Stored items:
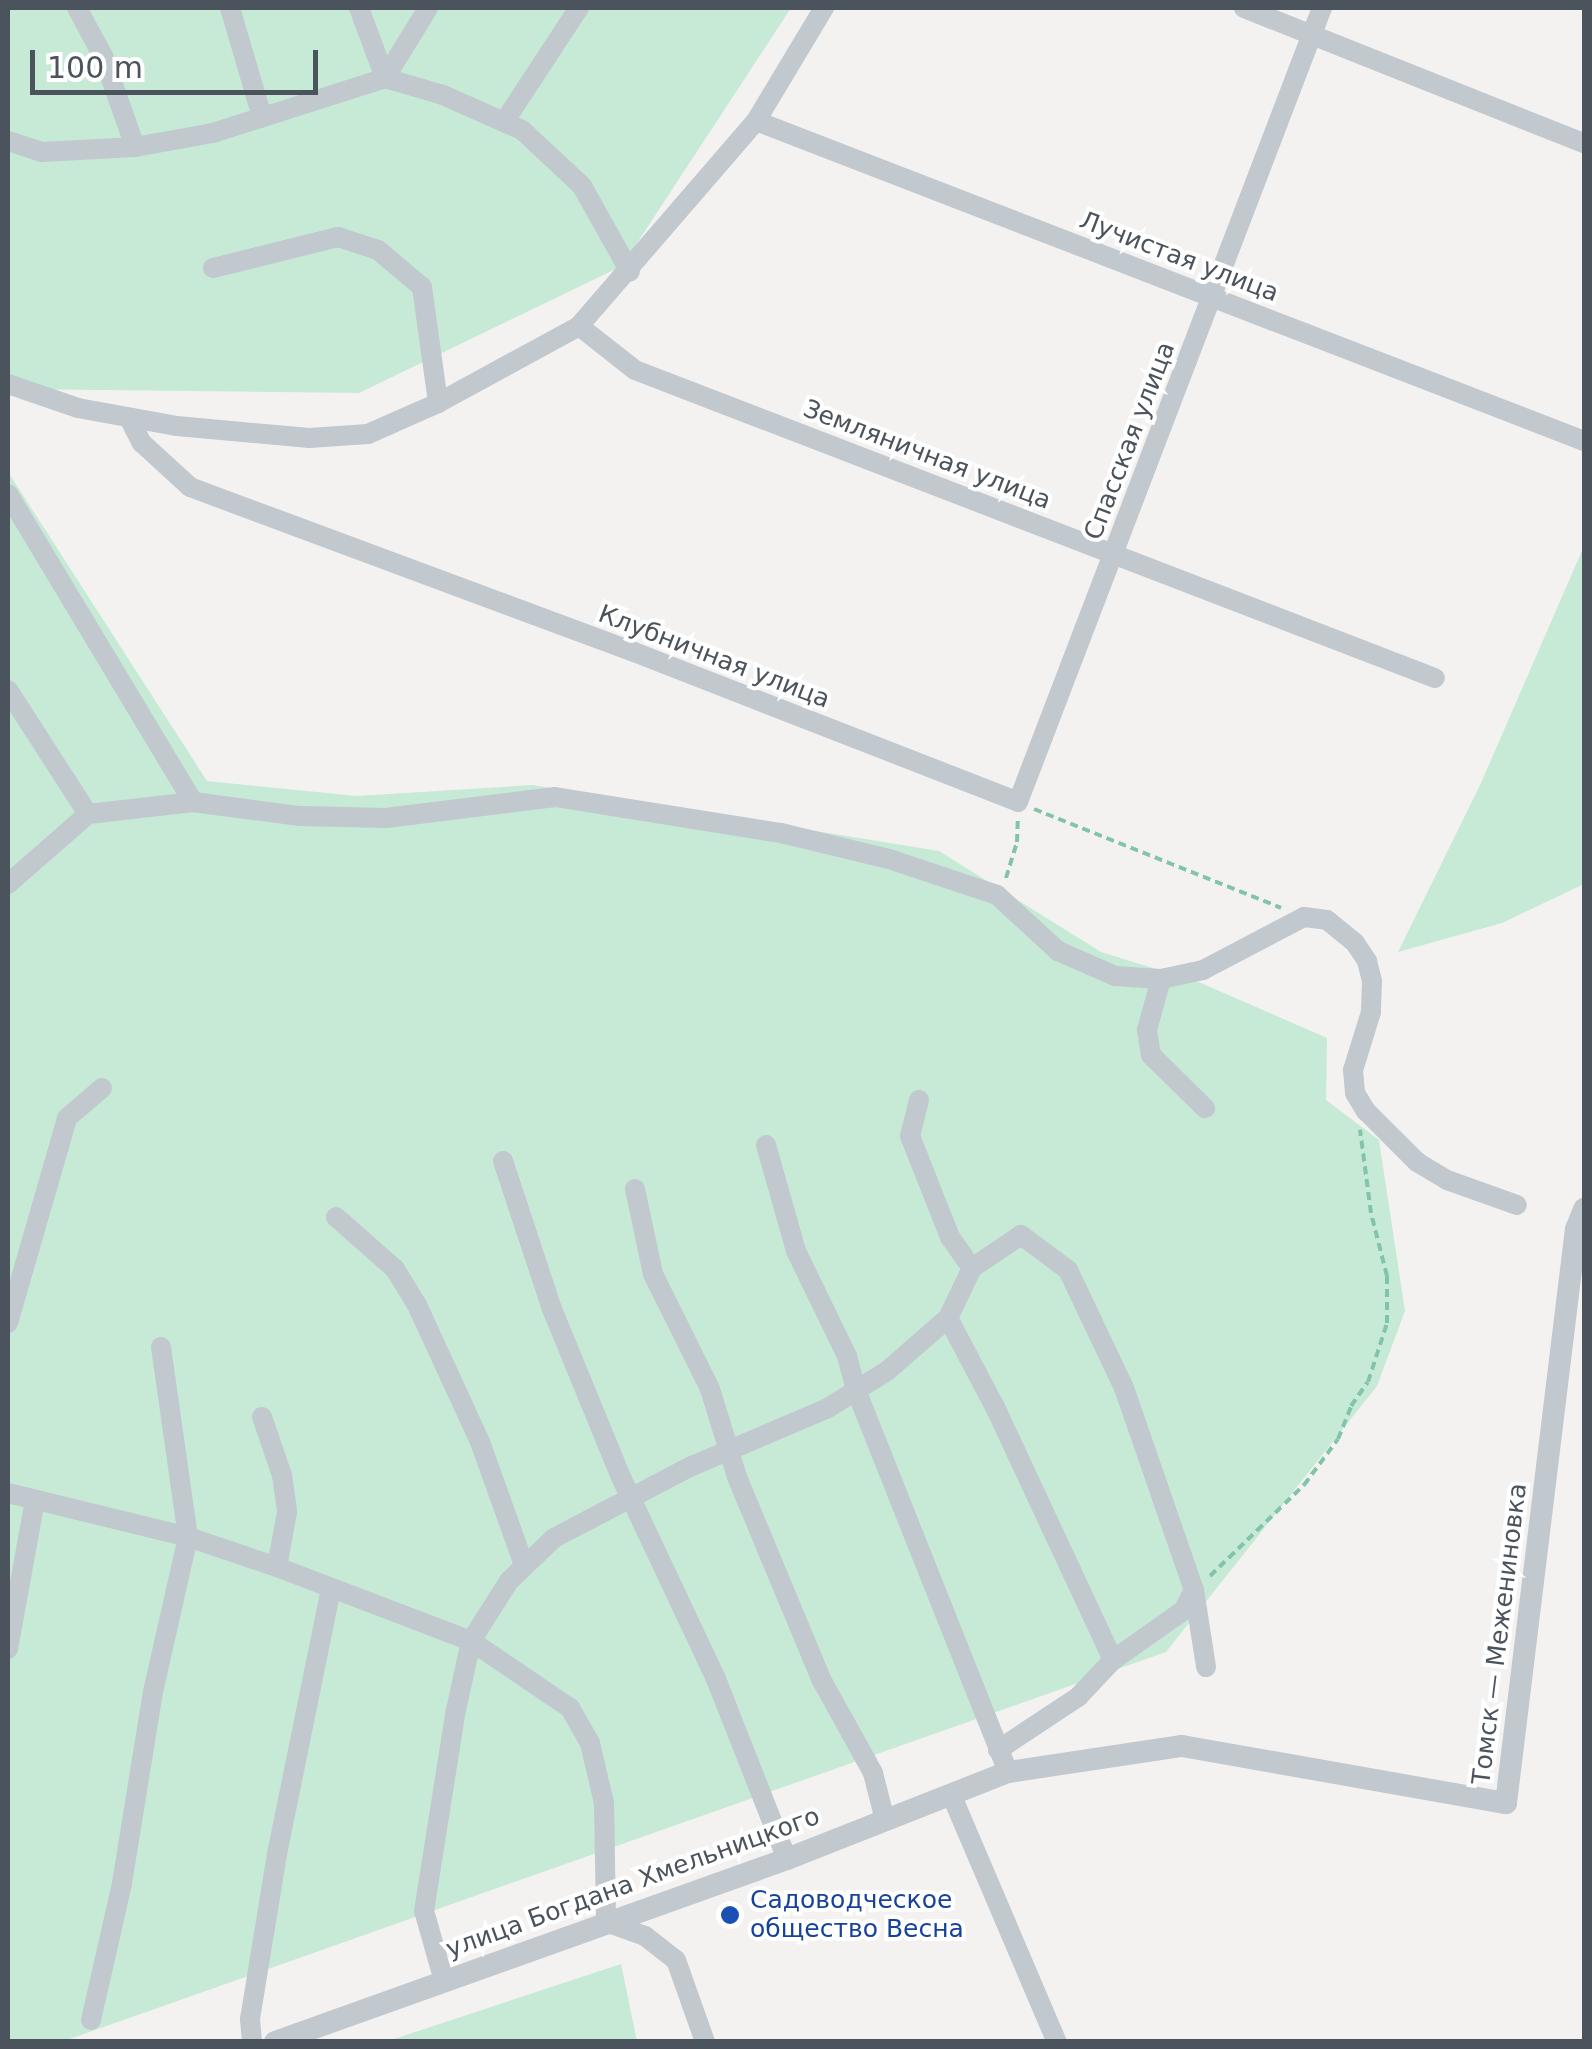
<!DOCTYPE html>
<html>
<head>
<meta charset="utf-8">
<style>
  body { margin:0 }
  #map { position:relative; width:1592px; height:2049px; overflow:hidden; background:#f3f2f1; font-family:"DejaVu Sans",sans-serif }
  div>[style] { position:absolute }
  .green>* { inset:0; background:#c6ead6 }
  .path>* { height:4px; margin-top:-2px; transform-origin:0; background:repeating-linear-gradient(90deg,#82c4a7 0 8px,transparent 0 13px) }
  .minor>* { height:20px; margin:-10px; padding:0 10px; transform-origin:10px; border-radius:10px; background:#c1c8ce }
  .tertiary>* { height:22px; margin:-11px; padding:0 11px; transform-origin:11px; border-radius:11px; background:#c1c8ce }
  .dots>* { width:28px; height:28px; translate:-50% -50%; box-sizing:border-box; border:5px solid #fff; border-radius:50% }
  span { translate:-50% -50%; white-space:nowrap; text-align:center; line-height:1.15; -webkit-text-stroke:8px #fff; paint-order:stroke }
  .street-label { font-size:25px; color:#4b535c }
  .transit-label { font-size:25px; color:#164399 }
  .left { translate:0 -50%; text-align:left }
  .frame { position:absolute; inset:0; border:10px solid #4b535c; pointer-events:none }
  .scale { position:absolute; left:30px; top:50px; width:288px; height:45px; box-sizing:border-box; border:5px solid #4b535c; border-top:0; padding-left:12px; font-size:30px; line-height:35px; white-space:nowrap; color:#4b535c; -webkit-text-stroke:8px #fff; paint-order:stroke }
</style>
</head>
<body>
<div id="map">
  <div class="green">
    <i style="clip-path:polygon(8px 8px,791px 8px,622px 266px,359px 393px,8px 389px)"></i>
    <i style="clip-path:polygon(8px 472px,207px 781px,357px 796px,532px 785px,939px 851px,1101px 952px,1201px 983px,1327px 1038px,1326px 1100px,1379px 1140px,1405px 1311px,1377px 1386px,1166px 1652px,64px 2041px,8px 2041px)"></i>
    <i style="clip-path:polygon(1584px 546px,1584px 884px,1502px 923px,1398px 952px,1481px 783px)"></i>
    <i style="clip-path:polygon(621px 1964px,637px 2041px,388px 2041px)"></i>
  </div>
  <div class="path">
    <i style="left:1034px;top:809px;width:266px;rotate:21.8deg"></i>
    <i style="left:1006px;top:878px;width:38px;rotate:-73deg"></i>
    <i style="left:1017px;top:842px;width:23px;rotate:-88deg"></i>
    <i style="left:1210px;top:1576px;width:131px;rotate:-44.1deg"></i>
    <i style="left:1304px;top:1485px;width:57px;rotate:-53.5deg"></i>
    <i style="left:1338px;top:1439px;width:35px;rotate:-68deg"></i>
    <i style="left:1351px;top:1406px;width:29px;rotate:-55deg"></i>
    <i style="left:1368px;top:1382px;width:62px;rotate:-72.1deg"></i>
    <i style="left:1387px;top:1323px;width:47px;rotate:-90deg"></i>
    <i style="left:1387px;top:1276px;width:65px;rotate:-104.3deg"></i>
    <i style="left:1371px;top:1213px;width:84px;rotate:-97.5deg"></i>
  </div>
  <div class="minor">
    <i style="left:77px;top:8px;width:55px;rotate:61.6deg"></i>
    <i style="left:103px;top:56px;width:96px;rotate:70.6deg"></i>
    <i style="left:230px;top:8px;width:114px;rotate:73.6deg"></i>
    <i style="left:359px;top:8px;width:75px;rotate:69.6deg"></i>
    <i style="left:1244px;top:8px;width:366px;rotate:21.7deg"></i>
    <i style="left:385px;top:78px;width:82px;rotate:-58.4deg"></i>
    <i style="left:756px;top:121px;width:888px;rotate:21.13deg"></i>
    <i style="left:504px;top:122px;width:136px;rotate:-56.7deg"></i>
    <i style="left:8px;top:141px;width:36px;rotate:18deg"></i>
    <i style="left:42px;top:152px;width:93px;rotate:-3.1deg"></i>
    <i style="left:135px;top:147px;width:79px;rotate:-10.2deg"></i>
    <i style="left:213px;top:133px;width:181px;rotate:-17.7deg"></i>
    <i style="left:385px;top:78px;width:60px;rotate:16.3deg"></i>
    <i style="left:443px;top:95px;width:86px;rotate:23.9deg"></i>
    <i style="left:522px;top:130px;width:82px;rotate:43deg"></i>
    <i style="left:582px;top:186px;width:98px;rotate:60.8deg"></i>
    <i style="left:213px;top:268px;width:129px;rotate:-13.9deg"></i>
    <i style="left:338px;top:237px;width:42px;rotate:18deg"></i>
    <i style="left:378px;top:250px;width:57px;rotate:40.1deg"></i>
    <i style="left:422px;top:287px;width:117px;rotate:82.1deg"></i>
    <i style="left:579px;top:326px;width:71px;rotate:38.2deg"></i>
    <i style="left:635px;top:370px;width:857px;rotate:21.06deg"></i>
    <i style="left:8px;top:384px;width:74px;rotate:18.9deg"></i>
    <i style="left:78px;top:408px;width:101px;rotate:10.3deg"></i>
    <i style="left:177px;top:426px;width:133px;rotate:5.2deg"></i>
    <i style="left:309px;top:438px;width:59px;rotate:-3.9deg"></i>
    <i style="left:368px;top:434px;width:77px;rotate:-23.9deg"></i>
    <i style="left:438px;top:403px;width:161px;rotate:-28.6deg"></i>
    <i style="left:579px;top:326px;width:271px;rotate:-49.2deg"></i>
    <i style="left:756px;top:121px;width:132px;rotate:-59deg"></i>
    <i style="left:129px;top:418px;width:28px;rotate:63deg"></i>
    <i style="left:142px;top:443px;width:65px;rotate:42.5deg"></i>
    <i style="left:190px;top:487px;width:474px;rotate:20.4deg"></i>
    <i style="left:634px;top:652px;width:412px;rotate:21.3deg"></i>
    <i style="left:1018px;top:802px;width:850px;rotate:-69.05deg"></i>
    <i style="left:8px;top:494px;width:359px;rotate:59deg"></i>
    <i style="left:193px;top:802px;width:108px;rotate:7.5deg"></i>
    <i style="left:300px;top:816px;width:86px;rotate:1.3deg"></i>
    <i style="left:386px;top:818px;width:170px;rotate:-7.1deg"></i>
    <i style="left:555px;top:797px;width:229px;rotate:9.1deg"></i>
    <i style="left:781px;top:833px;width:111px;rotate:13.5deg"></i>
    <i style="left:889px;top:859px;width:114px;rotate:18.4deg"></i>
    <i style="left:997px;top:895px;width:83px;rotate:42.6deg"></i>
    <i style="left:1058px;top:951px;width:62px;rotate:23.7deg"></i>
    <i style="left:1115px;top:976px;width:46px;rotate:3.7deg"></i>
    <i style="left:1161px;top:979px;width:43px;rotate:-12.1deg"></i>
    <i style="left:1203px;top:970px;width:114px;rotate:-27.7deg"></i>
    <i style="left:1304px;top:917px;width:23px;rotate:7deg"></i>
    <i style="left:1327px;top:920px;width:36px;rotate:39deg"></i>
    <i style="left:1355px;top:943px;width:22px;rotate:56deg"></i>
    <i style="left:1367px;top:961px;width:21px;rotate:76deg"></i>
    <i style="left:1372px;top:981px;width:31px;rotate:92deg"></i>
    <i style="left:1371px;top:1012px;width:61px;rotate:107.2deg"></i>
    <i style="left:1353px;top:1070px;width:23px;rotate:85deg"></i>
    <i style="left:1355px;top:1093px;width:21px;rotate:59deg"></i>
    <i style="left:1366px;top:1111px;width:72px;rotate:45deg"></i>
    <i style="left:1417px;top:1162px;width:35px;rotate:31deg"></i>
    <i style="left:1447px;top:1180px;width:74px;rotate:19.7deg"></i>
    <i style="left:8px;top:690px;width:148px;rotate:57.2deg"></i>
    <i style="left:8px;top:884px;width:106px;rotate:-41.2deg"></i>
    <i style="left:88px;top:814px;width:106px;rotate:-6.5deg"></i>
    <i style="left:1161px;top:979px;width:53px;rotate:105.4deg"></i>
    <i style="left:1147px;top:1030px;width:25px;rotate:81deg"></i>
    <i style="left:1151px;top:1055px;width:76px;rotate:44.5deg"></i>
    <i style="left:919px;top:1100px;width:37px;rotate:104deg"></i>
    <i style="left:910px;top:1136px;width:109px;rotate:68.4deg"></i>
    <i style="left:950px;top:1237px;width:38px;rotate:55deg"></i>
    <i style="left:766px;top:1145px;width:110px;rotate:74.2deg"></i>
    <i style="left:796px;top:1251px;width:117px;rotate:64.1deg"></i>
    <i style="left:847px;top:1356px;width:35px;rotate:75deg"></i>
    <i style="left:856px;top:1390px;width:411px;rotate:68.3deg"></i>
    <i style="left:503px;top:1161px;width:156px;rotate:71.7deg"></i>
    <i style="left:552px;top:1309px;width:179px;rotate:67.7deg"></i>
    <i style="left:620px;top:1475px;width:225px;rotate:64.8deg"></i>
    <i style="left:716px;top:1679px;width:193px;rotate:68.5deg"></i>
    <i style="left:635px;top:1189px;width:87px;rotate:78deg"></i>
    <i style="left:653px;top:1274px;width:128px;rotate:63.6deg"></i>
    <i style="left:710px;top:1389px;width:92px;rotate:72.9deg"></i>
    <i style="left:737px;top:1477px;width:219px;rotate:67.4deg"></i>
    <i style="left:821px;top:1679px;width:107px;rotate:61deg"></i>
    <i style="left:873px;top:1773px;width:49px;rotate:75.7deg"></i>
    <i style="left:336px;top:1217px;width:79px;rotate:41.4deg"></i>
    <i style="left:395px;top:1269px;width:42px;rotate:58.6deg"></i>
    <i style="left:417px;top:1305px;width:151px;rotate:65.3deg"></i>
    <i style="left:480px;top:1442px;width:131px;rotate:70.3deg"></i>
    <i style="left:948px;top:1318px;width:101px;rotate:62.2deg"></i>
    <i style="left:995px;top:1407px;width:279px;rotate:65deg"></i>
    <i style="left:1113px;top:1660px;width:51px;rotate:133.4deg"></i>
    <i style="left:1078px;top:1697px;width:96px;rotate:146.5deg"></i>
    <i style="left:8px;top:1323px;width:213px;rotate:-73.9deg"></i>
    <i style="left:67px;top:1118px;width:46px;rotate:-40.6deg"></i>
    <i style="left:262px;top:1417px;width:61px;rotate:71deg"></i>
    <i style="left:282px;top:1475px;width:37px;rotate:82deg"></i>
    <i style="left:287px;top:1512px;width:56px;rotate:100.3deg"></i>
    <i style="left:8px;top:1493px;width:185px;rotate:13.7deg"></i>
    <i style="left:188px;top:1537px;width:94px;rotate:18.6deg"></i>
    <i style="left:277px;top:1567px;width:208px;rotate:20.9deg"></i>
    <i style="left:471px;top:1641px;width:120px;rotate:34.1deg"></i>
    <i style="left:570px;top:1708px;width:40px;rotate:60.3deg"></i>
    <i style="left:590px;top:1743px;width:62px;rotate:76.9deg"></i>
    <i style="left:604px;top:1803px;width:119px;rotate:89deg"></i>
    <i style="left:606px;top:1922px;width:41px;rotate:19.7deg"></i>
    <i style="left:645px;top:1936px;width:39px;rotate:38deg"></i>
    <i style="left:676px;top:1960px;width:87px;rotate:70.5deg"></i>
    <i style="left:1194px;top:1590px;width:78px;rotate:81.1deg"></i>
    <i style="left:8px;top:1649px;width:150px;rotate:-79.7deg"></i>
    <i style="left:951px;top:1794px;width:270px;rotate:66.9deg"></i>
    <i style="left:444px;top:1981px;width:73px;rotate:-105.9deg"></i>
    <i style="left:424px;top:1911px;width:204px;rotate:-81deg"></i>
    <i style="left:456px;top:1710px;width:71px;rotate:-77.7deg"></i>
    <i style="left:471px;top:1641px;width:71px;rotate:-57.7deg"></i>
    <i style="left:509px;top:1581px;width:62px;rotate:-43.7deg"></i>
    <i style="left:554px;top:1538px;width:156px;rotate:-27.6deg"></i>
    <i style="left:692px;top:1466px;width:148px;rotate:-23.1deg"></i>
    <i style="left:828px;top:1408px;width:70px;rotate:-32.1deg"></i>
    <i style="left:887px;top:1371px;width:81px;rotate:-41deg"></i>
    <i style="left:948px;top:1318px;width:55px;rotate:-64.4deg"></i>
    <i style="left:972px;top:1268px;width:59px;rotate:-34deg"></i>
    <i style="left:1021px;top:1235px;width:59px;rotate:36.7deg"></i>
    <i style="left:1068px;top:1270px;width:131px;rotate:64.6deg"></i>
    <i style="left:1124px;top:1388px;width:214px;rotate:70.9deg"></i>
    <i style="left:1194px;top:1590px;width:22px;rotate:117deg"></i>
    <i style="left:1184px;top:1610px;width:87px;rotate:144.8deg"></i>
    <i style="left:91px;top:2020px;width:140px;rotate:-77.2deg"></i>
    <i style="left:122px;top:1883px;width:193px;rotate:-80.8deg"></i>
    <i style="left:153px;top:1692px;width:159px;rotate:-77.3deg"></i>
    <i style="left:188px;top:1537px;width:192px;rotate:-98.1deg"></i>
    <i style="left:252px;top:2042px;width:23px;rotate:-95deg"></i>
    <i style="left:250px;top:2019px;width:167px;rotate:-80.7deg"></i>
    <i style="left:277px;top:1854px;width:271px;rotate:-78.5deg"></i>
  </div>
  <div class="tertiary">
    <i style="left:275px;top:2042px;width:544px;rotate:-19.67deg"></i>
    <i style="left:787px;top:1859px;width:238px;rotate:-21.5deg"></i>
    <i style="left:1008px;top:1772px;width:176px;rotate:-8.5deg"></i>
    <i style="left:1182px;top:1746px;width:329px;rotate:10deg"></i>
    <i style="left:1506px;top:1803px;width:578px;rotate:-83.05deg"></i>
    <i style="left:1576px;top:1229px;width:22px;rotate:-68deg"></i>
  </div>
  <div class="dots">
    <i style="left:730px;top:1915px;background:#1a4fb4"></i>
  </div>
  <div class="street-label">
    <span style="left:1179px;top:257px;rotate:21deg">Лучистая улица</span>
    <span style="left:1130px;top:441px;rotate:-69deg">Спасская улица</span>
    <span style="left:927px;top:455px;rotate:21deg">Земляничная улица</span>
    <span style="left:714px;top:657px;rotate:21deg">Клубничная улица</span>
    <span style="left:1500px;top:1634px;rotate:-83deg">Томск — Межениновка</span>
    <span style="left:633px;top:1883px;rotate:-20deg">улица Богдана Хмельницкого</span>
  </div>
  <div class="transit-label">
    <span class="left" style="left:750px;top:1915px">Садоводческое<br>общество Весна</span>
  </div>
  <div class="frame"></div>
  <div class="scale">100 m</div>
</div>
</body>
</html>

=== What to produce ===
Pictures are to be left out, and the lines from the beginning of the records through the line with "height:4px; margin-top:-2px; transform-origin:0;" are to be printed exactly, with nothing added.

=== Output for this exercise ===
<!DOCTYPE html>
<html>
<head>
<meta charset="utf-8">
<style>
  body { margin:0 }
  #map { position:relative; width:1592px; height:2049px; overflow:hidden; background:#f3f2f1; font-family:"DejaVu Sans",sans-serif }
  div>[style] { position:absolute }
  .green>* { inset:0; background:#c6ead6 }
  .path>* { height:4px; margin-top:-2px; transform-origin:0; background:repeating-linear-gradient(90deg,#82c4a7 0 8px,transparent 0 13px) }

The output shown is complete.